Top of Data shown

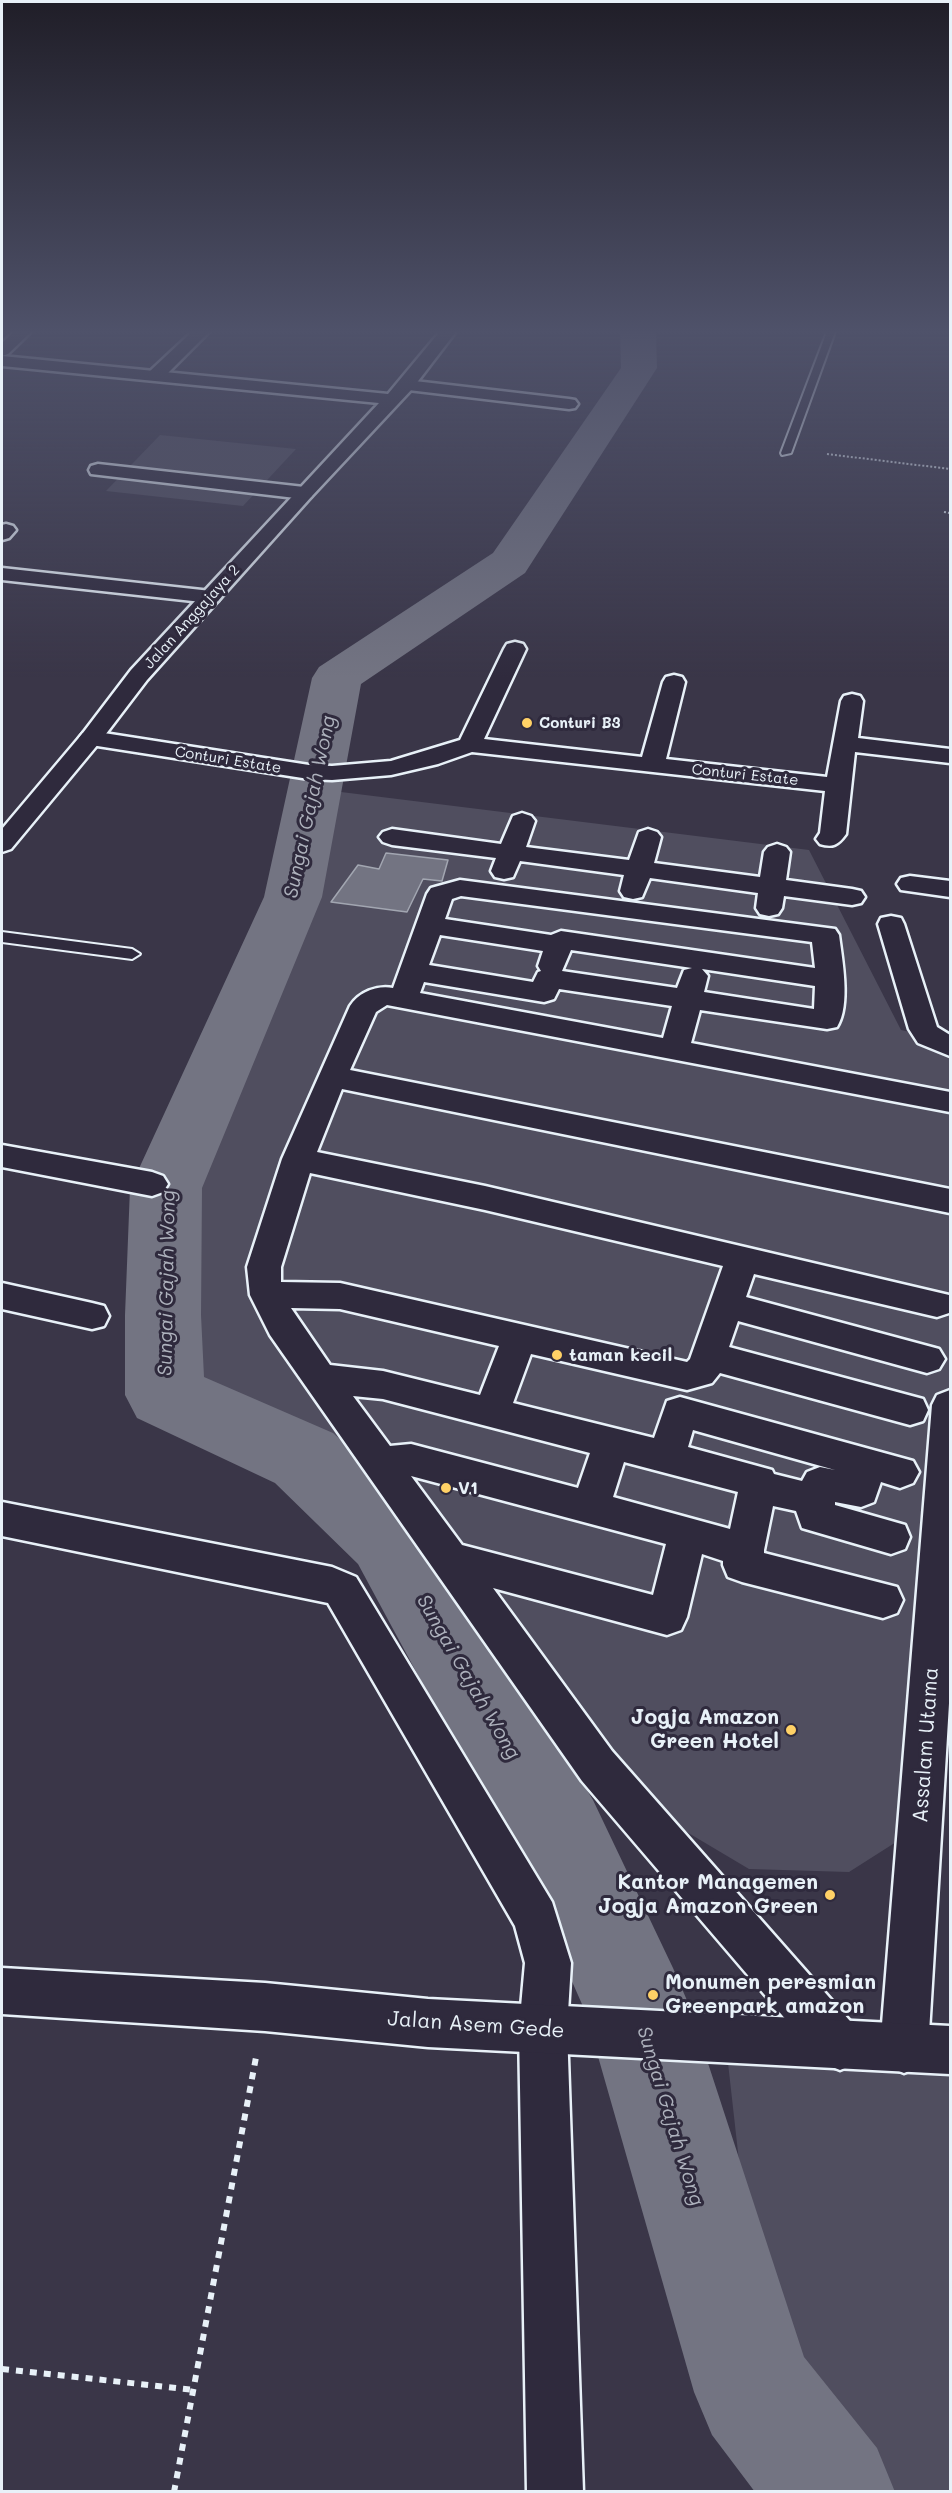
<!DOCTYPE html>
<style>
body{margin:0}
#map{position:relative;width:952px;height:2493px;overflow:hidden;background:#3a3648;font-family:Mali,sans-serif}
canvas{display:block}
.frame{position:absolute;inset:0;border:3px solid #e8f1f8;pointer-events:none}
</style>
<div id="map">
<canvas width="952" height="2493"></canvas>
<div class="frame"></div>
</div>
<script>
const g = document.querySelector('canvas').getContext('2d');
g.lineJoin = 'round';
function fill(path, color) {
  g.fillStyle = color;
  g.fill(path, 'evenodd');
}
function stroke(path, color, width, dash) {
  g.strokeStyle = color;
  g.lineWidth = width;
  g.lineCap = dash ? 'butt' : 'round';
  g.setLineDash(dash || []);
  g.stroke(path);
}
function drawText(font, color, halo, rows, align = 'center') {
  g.font = font + ' Mali,sans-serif';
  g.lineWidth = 6;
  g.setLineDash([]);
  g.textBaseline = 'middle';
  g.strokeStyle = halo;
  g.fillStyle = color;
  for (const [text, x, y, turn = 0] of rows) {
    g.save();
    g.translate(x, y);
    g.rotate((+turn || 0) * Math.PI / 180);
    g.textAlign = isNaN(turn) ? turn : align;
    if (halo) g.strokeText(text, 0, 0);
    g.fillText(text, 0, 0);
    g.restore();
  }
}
fill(new Path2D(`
 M 160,435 L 296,449 L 243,506 L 106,491 Z
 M 333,791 L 809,850 L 901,1030 L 950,1041 L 950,1643 L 904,1837 L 849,1872 L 749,1869 L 675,1825 L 460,1623 L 391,1536 L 306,1456 L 165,1395 L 163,1315 L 166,1188 Z
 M 788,2053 L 950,2063 L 950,2491 L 847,2491 L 764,2384 L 727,2054 Z`), '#504e5f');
const water = new Path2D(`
 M 386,853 L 448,860 L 442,881 L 423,879 L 407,912 L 331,902 L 358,865 L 379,869 Z`);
fill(water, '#737482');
stroke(water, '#a2a6b1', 1.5);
fill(new Path2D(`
 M 620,329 L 656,329 L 657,368 L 525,573 L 361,684 L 322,897 L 202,1188 L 201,1315 L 204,1377 L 333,1433 L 418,1510 L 593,1800 L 673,1968 L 689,2005 L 804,2357 L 877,2448 L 895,2492 L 755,2492 L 712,2435 L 694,2392 L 585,2011 L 523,1870 L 358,1564 L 275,1483 L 137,1418 L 125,1395 L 125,1315 L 130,1188 L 264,897 L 312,678 L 319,667 L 493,553 L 621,368 Z`), '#737482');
const lane = new Path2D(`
 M 828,329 L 836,329 L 791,453 L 782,455 L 781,453 Z
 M 2,932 L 132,949 L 140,954 L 132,959 L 2,942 Z`);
const street = new Path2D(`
 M 17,329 L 34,329 L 8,354 L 2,356 L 2,343 Z
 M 195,329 L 212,329 L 161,380 L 149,380 L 147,376 L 149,372 Z
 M 406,380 L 569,399 L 575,400 L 578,404 L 575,408 L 569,409 L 400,389 L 398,385 L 400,381 Z
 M 98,464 L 304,487 L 311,489 L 313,493 L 311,497 L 304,499 L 91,474 L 89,470 L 91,466 Z
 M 6,524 L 13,526 L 16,530 L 9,538 L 2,540 L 2,525 Z
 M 2,568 L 211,591 L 218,593 L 221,597 L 218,601 L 211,603 L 2,580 Z
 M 515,642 L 523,644 L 526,649 L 484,739 L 642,757 L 663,682 L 666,677 L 674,675 L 682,677 L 685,682 L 666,759 L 827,777 L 841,701 L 844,696 L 852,694 L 860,696 L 863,701 L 858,738 L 950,749 L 950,763 L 855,752 L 846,834 C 838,845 833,848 820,844 L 816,839 L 820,833 L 825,791 L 472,752 L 438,764 L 391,775 L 332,780 L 309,779 L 91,745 L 83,743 L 79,738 L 83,733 L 91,731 L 309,765 L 332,766 L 391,761 L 460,740 L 504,649 L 507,644 Z
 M 522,813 L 531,816 L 535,821 L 526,847 L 629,860 L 639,832 L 648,829 L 657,832 L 661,837 L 654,863 L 760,877 L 764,852 L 768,847 L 777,844 L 786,847 L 790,852 L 786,880 L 852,889 L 861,891 L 865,897 L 861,903 L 852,905 L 784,896 L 782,908 L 778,914 L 769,916 L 760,914 L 756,908 L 758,893 L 650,878 L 642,897 L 633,899 L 624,897 L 620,891 L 624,875 L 520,861 L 513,877 L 504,879 L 495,877 L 491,871 L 496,858 L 392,845 L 383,842 L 379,837 L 383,832 L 392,829 L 501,844 L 513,816 Z
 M 910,876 L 950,881 L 950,897 L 901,890 L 897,884 L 901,878 Z
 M 460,880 L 835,929 L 839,935 C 842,959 851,1005 837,1027 L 827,1029 L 700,1010 L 691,1043 L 950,1092 L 950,1112 L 387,1005 L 376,1012 L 350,1070 L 950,1189 L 950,1213 L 342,1089 L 317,1152 L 485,1186 L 949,1295 L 949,1313 L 937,1317 L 754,1274 L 746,1297 L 939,1349 L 945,1359 L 939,1369 L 927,1373 L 738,1321 L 729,1347 L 923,1399 L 928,1410 L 923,1421 L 910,1425 L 720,1373 L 712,1383 L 687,1390 L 531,1354 L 513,1403 L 654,1438 L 667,1401 L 680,1397 L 913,1461 L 919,1472 L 913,1483 L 900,1488 L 881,1482 L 874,1502 L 861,1507 L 835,1502 L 835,1505 L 905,1525 L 910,1537 L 905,1549 L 891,1554 L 802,1528 L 796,1511 L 773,1506 L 764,1550 L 764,1553 L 897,1587 L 903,1600 L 897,1613 L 883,1618 L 742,1582 L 728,1577 L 723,1565 L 723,1561 L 702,1554 L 687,1617 L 681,1630 L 667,1635 L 493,1588 L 612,1751 L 857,2029 L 864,2046 L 857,2063 L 840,2070 L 823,2063 L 582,1781 L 270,1335 L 250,1295 L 247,1267 L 282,1159 L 350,1006 C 359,992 377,985 393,988 L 427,894 L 431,888 ZM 461,896 L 812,942 L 815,968 L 561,931 L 551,935 L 445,919 L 452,899 ZM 440,935 L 543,951 L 538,966 L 541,971 L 538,972 L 533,982 L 429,965 ZM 571,950 L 692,968 L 684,970 L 677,988 L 562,971 ZM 702,969 L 815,986 L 814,1009 L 704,992 L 708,976 ZM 424,982 L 544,1002 L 554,999 L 559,989 L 672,1006 L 663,1038 L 420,993 ZM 310,1173 L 485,1210 L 723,1266 L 690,1359 L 687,1362 L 340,1283 L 281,1282 L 281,1267 ZM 291,1308 L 340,1309 L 499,1346 L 480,1395 L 383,1371 L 330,1365 ZM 353,1396 L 383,1399 L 590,1453 L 578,1488 L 411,1444 L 390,1446 ZM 693,1430 L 835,1470 L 820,1467 L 807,1472 L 802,1481 L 774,1474 L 772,1470 L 688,1447 ZM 624,1462 L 738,1492 L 730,1529 L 613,1497 ZM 411,1476 L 666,1544 L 653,1595 L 462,1545 Z
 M 891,916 L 901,918 L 904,924 L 937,1027 L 950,1035 L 950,1056 L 918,1043 L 909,1029 L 878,924 L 881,918 Z
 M 2,1145 L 152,1172 L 163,1176 L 168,1184 L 163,1192 L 152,1196 L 2,1167 Z
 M 2,1283 L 92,1303 L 104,1306 L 109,1316 L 104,1326 L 92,1329 L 2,1309 Z
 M 950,1390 L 950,1687 L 928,2049 L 921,2066 L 904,2073 L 887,2066 L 880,2049 L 932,1405 L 937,1395 Z
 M 2,1502 L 332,1567 L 356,1577 L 552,1902 L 571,1963 L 567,2029 L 583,2492 L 527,2492 L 519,2029 L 525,1963 L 515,1926 L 328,1603 L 2,1536 Z`);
const secondary = new Path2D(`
 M 442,329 L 458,329 L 412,389 L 311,497 L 147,680 L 99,743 L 11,849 L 2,852 L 2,829 L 83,733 L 131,670 L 379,403 L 2,366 L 2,356 L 388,394 Z
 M 2,1968 L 265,1983 L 428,1999 L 950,2026 L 950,2074 L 428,2047 L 265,2031 L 2,2014 Z`);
stroke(lane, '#e8f1f8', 4);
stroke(street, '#e8f1f8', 5);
stroke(secondary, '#e8f1f8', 5);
stroke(new Path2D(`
 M 827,454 L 950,469
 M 944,512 L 950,513`), '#e8f1f8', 2, [2, 2]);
stroke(new Path2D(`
 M 2,2369 L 195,2390
 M 174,2492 L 257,2052`), '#e8f1f8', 6, [7, 7]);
fill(lane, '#2f2a3d');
fill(street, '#2f2a3d');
fill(secondary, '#2f2a3d');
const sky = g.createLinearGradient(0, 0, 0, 678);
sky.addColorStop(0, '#201e28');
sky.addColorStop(0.49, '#4f526a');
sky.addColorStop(1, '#4f526a00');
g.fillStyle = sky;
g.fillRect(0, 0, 952, 678);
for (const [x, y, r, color] of [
 [527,723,6,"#ffd166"],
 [557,1355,6,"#ffd166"],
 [446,1488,6,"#ffd166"],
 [791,1730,6,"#ffd166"],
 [830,1895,6,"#ffd166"],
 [653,1995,6,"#ffd166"]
]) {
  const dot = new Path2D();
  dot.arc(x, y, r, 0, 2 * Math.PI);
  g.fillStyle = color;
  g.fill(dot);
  stroke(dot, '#2f2a3d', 2);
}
drawText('15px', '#e8f1f8', '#2f2a3d', [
 ["Jalan Anggajaya 2",192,617,-48],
 ["Conturi Estate",228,760,9],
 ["Conturi Estate",745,775,6]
]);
drawText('bold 15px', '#e8f1f8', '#2f2a3d', [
 ["Conturi B3",539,723]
], 'left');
drawText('bold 18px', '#e8f1f8', '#2f2a3d', [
 ["taman kecil",569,1355],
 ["V1",458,1488]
], 'left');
drawText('italic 20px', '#aeb2bd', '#2f2a3d', [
 ["Sungai Gajah Wong",310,807,-78],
 ["Sungai Gajah Wong",167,1283,-89],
 ["Sungai Gajah Wong",468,1677,60],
 ["Sungai Gajah Wong",670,2116,73]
]);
drawText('bold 21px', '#e8f1f8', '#2f2a3d', [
 ["Jogja Amazon",779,1718],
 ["Green Hotel",779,1742],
 ["Kantor Managemen",818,1883],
 ["Jogja Amazon Green",818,1907],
 ["Monumen peresmian",665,1983,"left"],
 ["Greenpark amazon",665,2007,"left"]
], 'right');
drawText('21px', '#e8f1f8', '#2f2a3d', [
 ["Assalam Utama",926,1745,-86],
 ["Jalan Asem Gede",476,2025,4]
]);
</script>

Bottom of Data shown

** Your task **
Return every line of the records in which the word "align" is found.

** Finished task **
function drawText(font, color, halo, rows, align = 'center') {
    g.textAlign = isNaN(turn) ? turn : align;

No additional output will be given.